A grande  liderança, aquela que reunia milhares de trabalhadores a qualquer hora e em poucos minutos, sempre pertenceu a Getúlio Vargas e, por extensão, ao PTB. (Wladimir de Toledo Piza. POR QUEM MORREU GETÚLIO VARGAS, p. 18-19 e 25.  RJ: Ampersand, 1998)

Na verdade, são inúmeros os depoimentos sobre o caráter revolucionário de 1930 e sobre o notável personagem, GETULIO VARGAS. Deposto por golpe militar em 1945, dois meses antes de terminar seu governo e de realização de uma Assembléia Constituinte, já  no ano seguinte Getúlio elegeu-se deputado por nove estados e senador por dois outros – Rio Grande do Sul e São Paulo.  

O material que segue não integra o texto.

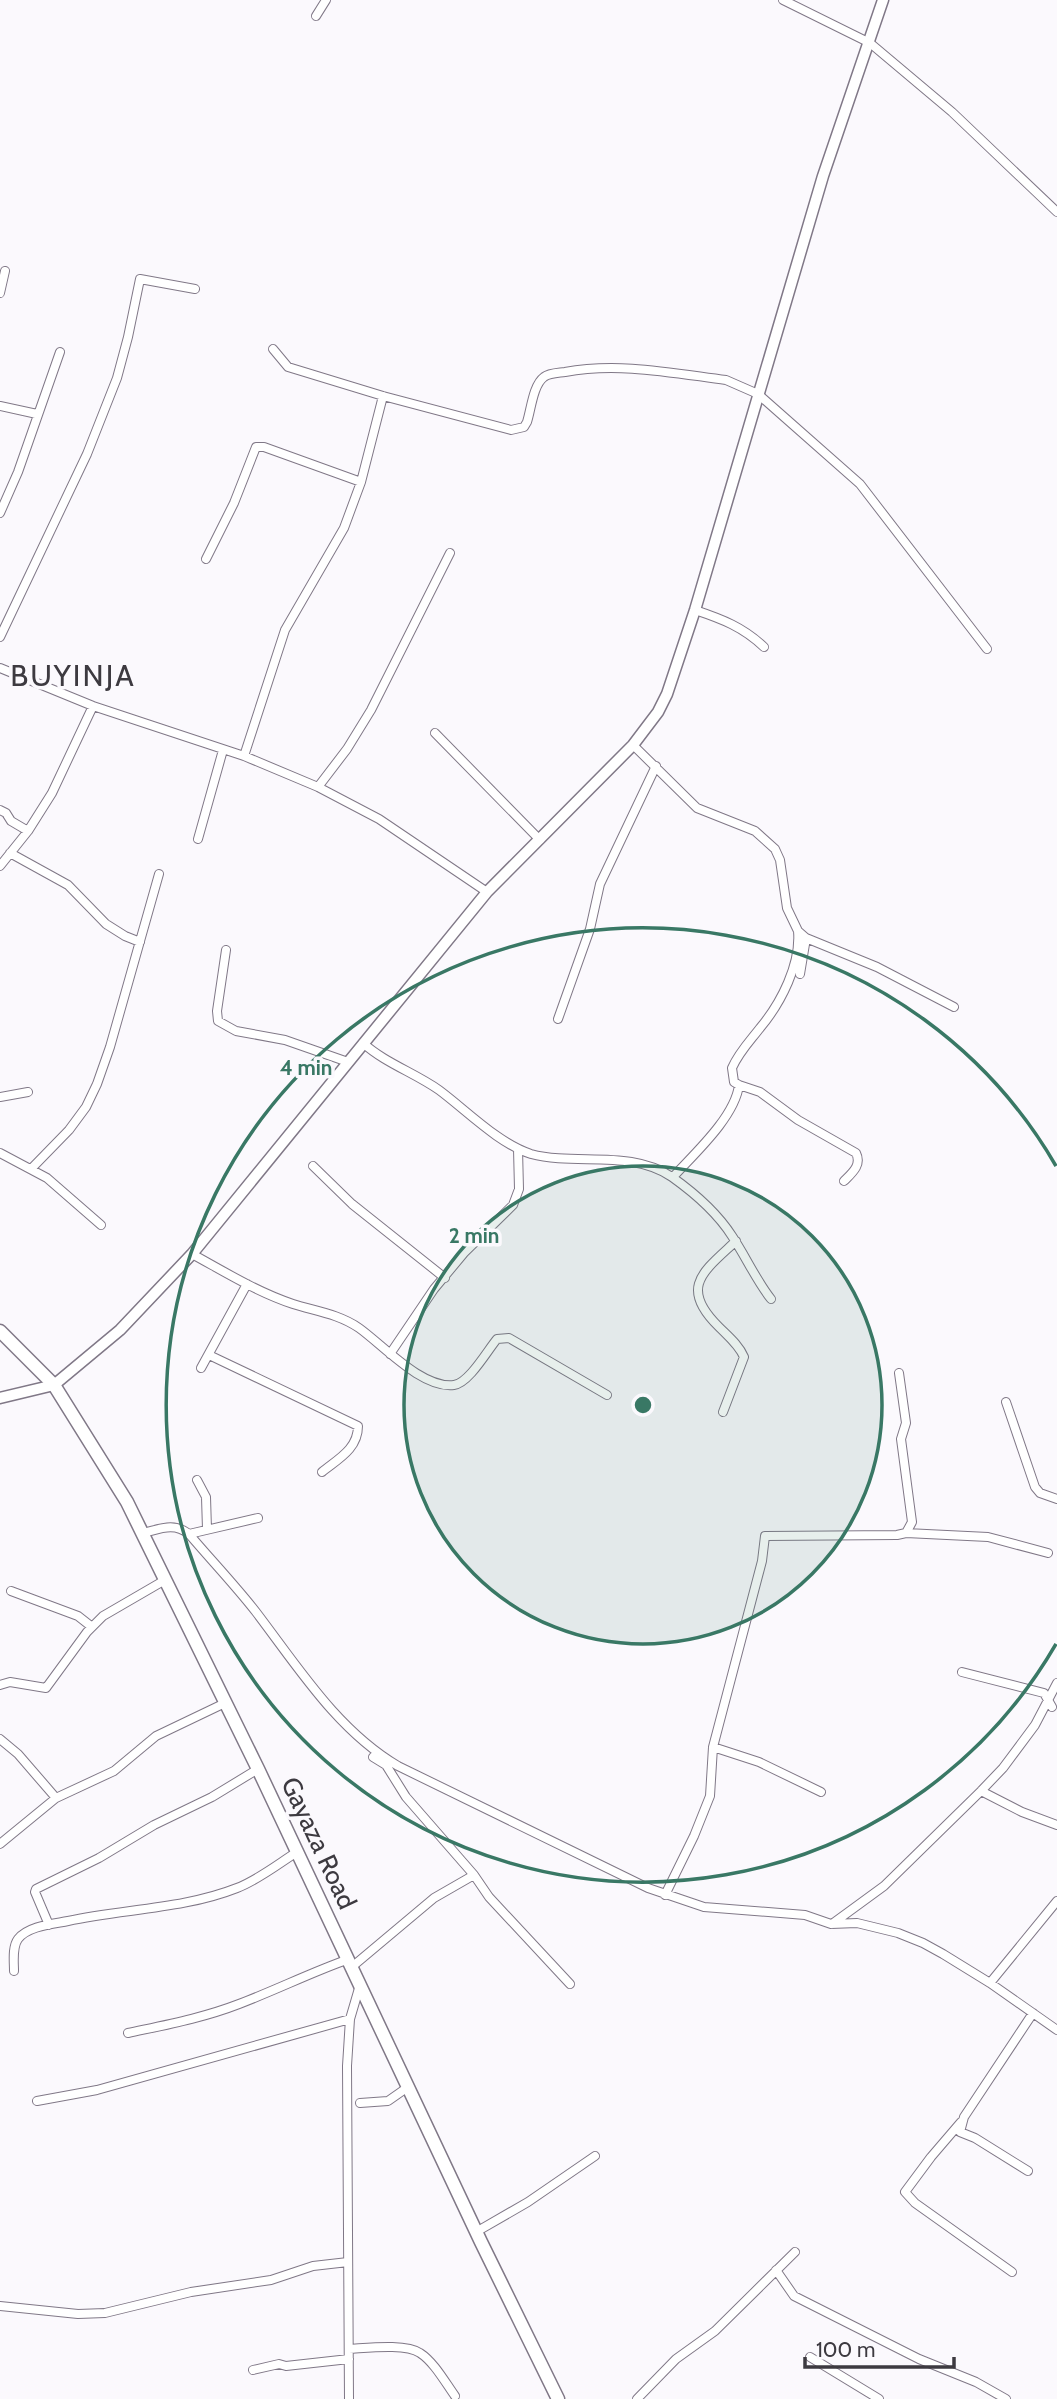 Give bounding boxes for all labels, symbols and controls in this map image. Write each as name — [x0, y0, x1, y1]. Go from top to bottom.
district label: BUYINJA — [10, 657, 136, 694]
text: 4 min — [280, 1055, 332, 1080]
text: 2 min — [449, 1223, 499, 1248]
centre of rings — [631, 1393, 655, 1417]
street label: Gayaza Road — [275, 1772, 363, 1914]
scale bar — [805, 2326, 954, 2370]
text: 100 m — [816, 2337, 875, 2362]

Para Nelson Werneck Sodré, eminente historiador, havia duas correntes políticas no Brasil, ao final do Estado Novo. Os que depuseram Getúlio eram teleguiados do exterior, tinham aliados domésticos e procuravam o comando do  processo de redemocratização, “de sorte que ele não excedesse os limites  formais, mantendo, portanto, as velhas estruturas.” A outra corrente era comandada pelo próprio Getúlio, estava empenhada em aproveitar a Constituinte para liquidar estruturas arcaicas, ainda dominantes entre nós, e abrir “perspectivas para a estruturação de um regime não apenas formal em suas franquias democráticas, mas fundado em condições materiais que fundamentariam a democracia.” (NW Sodré. A Época de Vargas. In Ensaios de Opinião.  RJ: Ed. Inúbia, 1975.

Assim NW Sodré termina seu artigo:

… Vargas, passando à eternidade, marcou com indelével ferrete os que o procuravam infamar. Pena que para vítima de tal porte, fossem tão insignificantes os adversários. 

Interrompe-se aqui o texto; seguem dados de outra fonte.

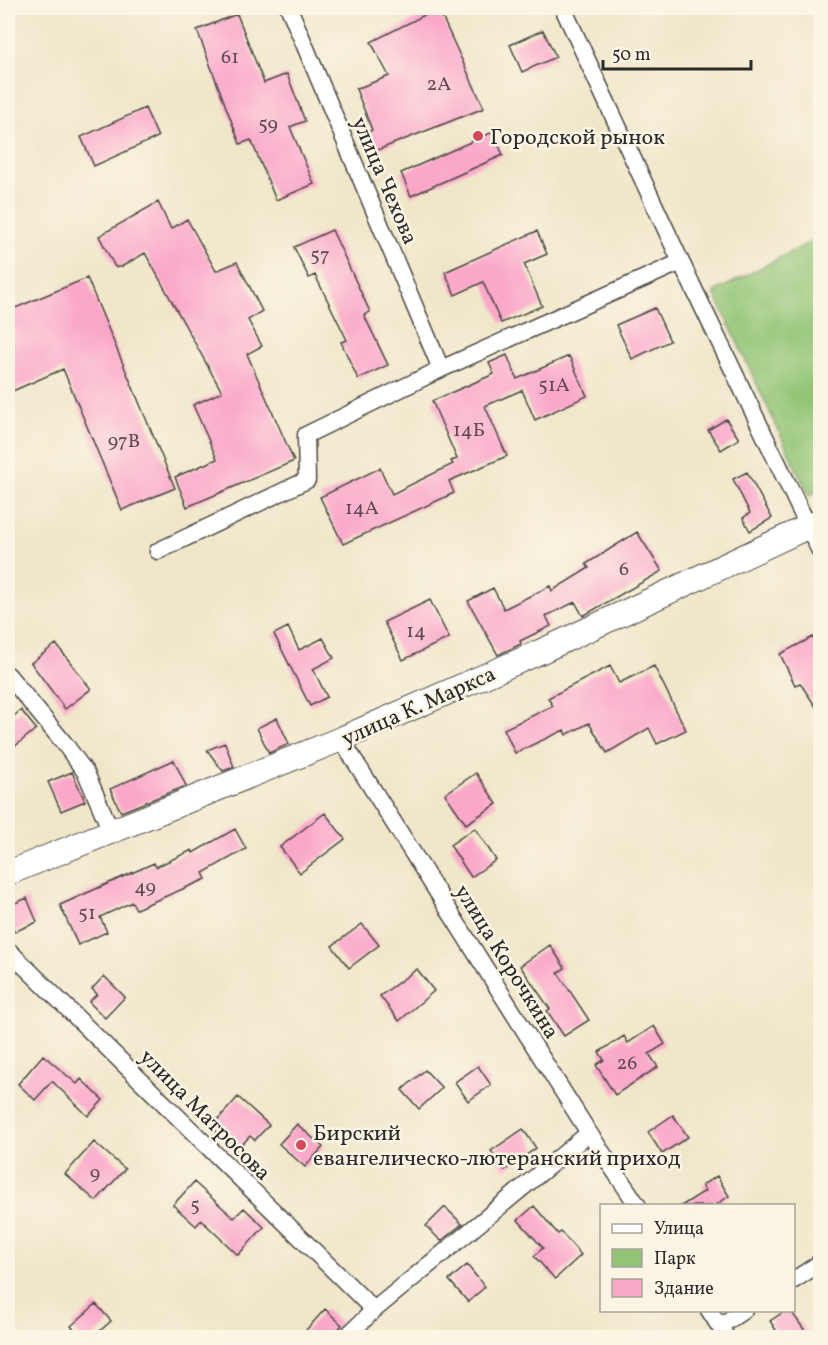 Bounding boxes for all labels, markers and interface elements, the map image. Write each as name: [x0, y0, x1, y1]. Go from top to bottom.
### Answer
scale bar: [603, 33, 752, 71]
text: 50 m: [612, 43, 651, 68]
house number: 61: [221, 44, 239, 72]
house number: 2А: [427, 71, 451, 99]
house number: 59: [258, 111, 278, 139]
street label: улица Чехова: [343, 112, 425, 250]
place label: Городской рынок: [490, 123, 665, 154]
marker: Городской рынок: [471, 129, 485, 143]
house number: 57: [310, 242, 330, 270]
house number: 51А: [538, 372, 570, 400]
house number: 14Б: [453, 417, 485, 445]
house number: 97В: [108, 428, 140, 456]
house number: 14А: [345, 495, 379, 523]
house number: 6: [619, 556, 629, 584]
house number: 14: [406, 618, 426, 646]
street label: улица К. Маркса: [337, 659, 501, 755]
house number: 49: [134, 874, 156, 902]
street label: улица Корочкина: [446, 879, 566, 1046]
house number: 51: [78, 900, 96, 928]
street label: улица Матросова: [131, 1043, 277, 1189]
house number: 26: [617, 1050, 637, 1078]
place label: Бирский евангелическо-лютеранский приход: [313, 1119, 681, 1175]
marker: Бирский евангелическо-лютеранский приход: [294, 1138, 308, 1152]
house number: 9: [90, 1160, 100, 1188]
house number: 5: [190, 1192, 200, 1220]
legend: [600, 1204, 795, 1312]
text: Улица: [654, 1217, 704, 1242]
text: Парк: [654, 1247, 696, 1272]
text: Здание: [654, 1277, 714, 1302] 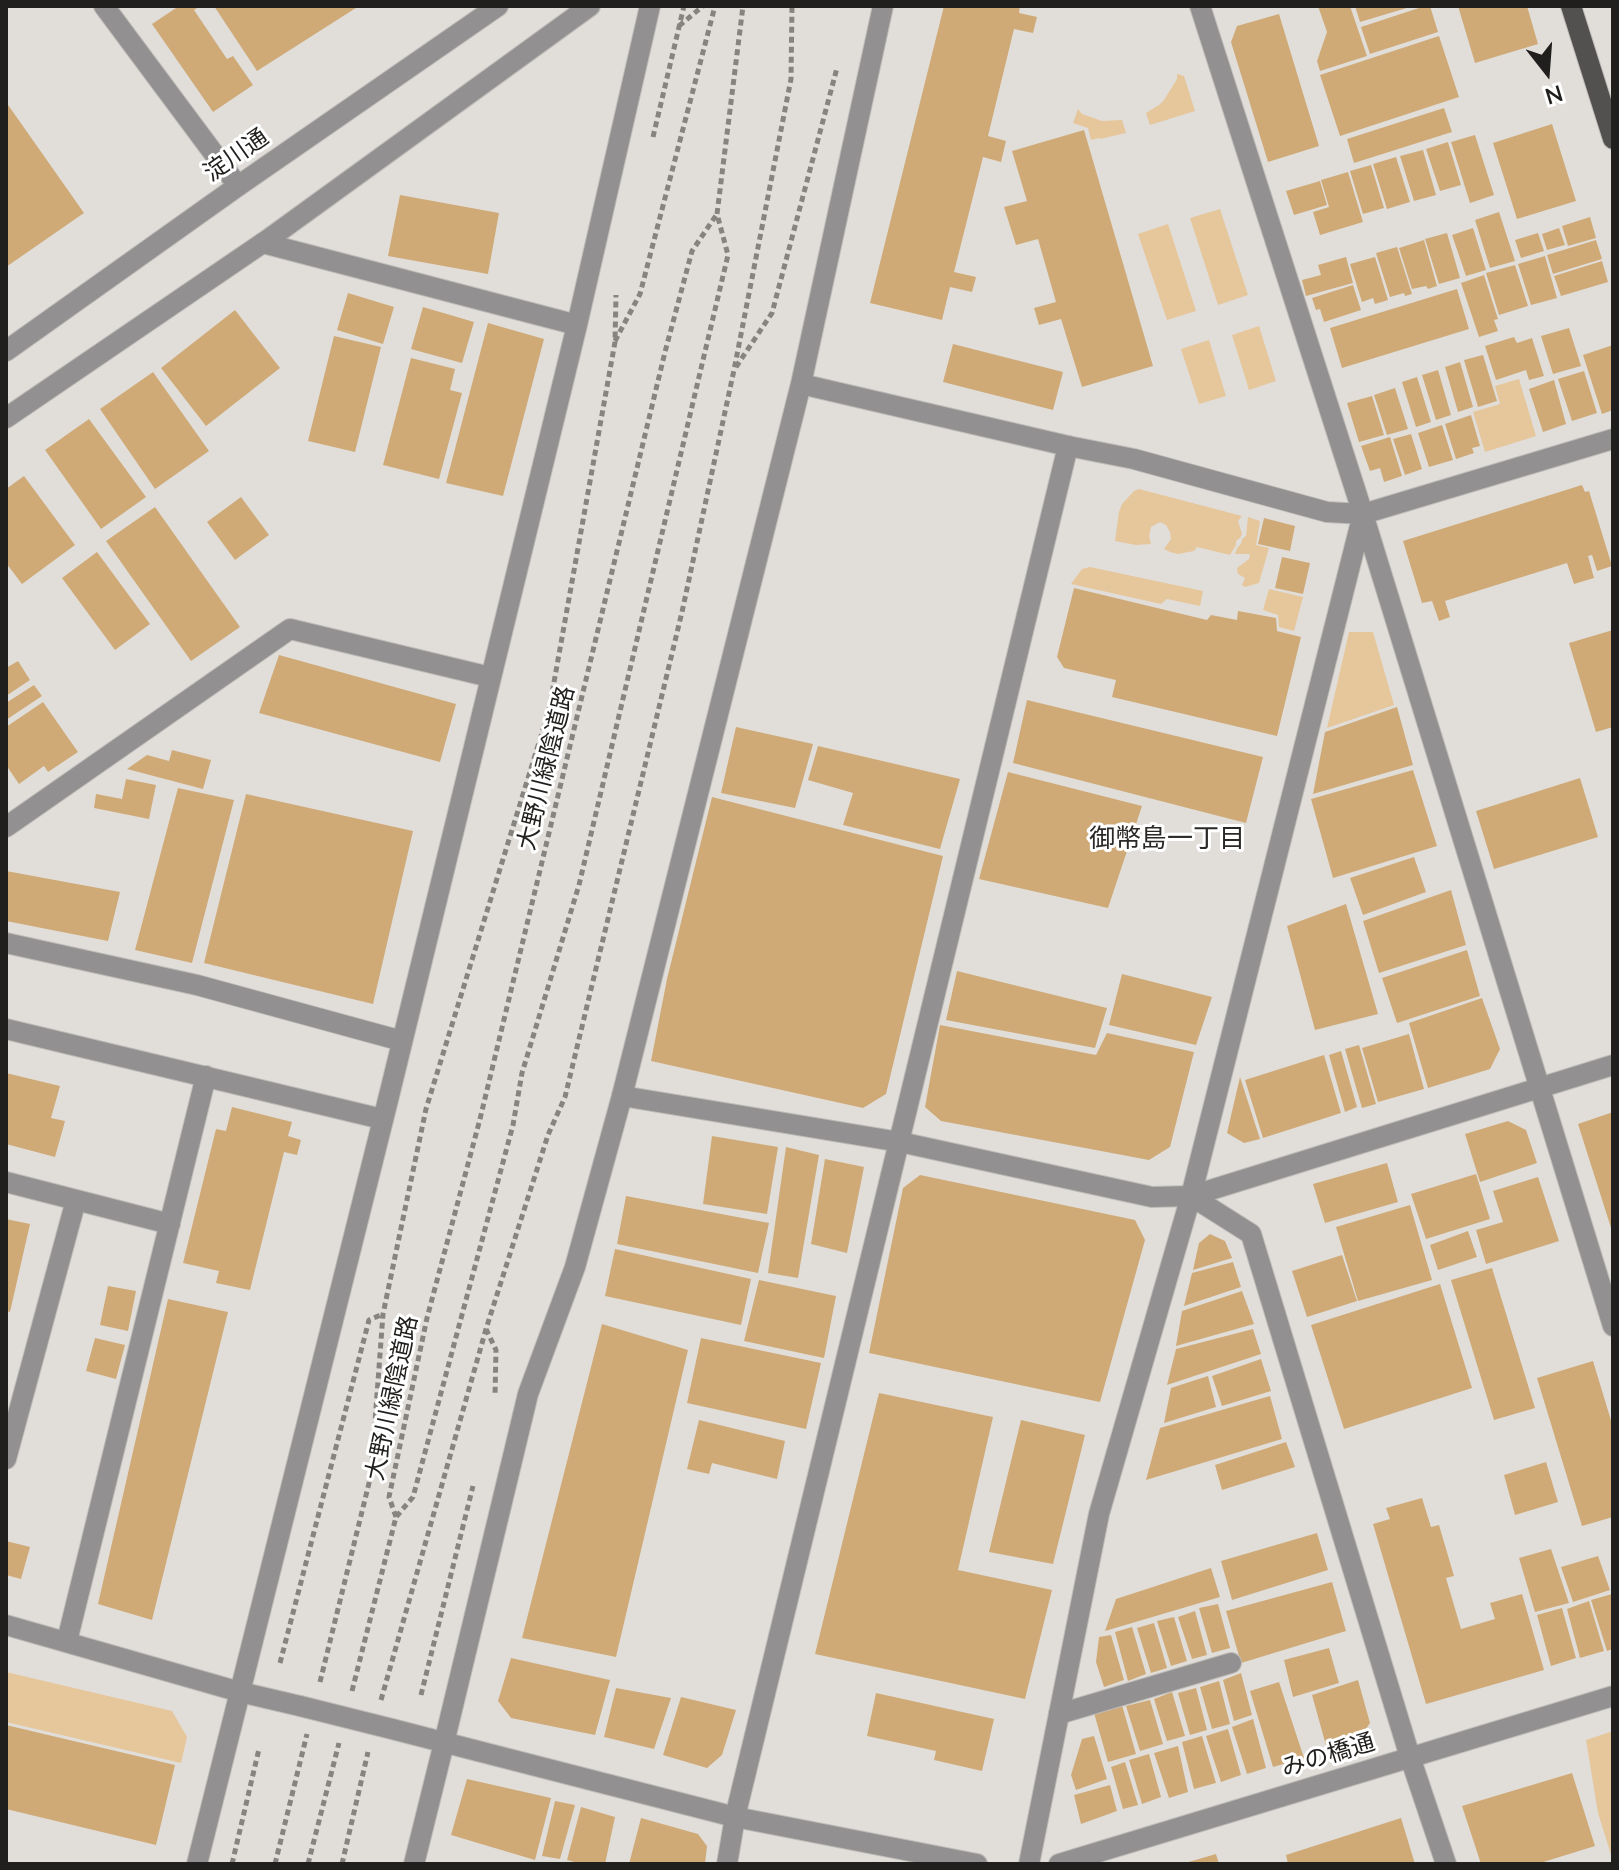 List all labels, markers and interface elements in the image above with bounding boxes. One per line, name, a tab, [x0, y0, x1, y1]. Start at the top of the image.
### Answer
north arrow	[1507, 32, 1587, 112]
text: N	[1542, 80, 1566, 111]
street label: 淀川通	[198, 123, 274, 187]
street label: 大野川緑陰道路	[512, 683, 580, 853]
district label: 御幣島一丁目	[1089, 823, 1245, 855]
street label: 大野川緑陰道路	[360, 1313, 424, 1483]
street label: みの橋通	[1278, 1727, 1378, 1783]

* Ceci Vieira Juruá é economista, mestre em planejamento e desenvolvimento econômico, doutora em Políticas Públicas.  Integra a diretoria do Centro Internacional Celso Furtado e o Conselho Consultivo da CNTU. (artigo em homenagem a Getúlio Vargas e à Revolução de 1930, em comemoração dos 90 anos.  RJ, dezembro de 2020)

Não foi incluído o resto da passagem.